「例えば今、行きたい場所に行けるとしたらどんなところに行ってみたい?」
暗い空間で誰かの声が問う。
「僕は宇宙に行ってみたい!」
誰かが答える声がする。男の子の声だ。とても幸せそうに答えている。
「そうか。とっても良いね。わくわくできる場所だ。次は…そうだな、じゃあ君は?どこに行ってみたいんだい?」
また声が問う。
「私はお花畑に行きたいわ。
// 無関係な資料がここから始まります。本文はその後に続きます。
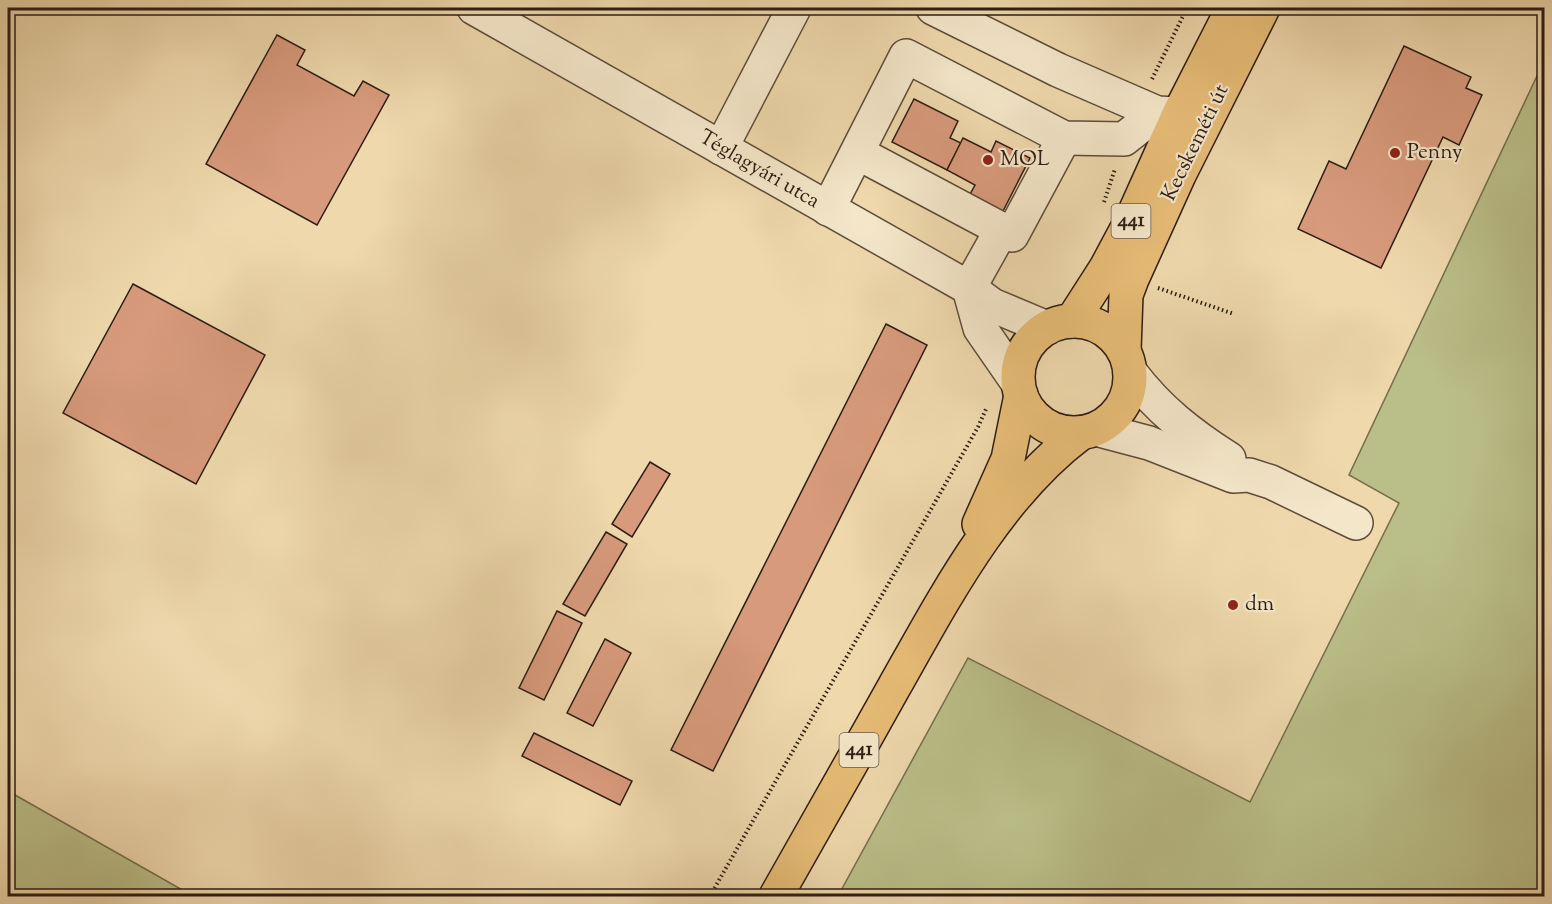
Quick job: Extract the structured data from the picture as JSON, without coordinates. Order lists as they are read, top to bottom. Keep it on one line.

いろんな花が咲いているの!」
違う誰かが答えた。今度は女の子だ。
「それはいいね。きっときれいな光景なんだろうね。えっと…最後に君だ。君はどこに行きたい?」
その声が俺の方向に向いてきた。なんかそんな気がした。
「俺は…。別に何処にも行きたくないよ…。」
どうせ何処へも行けないんだ。どうでもいい。
「…君は正直じゃないね。僕はそんなことが聞きたいわけじゃないんだ。さぁ、どこに行きたいんだい?」
そんなことを言われても困る。そう思う。だがそれと同時に勝手に口が動いた。だが、勝手にというのは正しい表現ではないのだろう。望んだ『場所』はない、けど望む『こと』はあるのだから。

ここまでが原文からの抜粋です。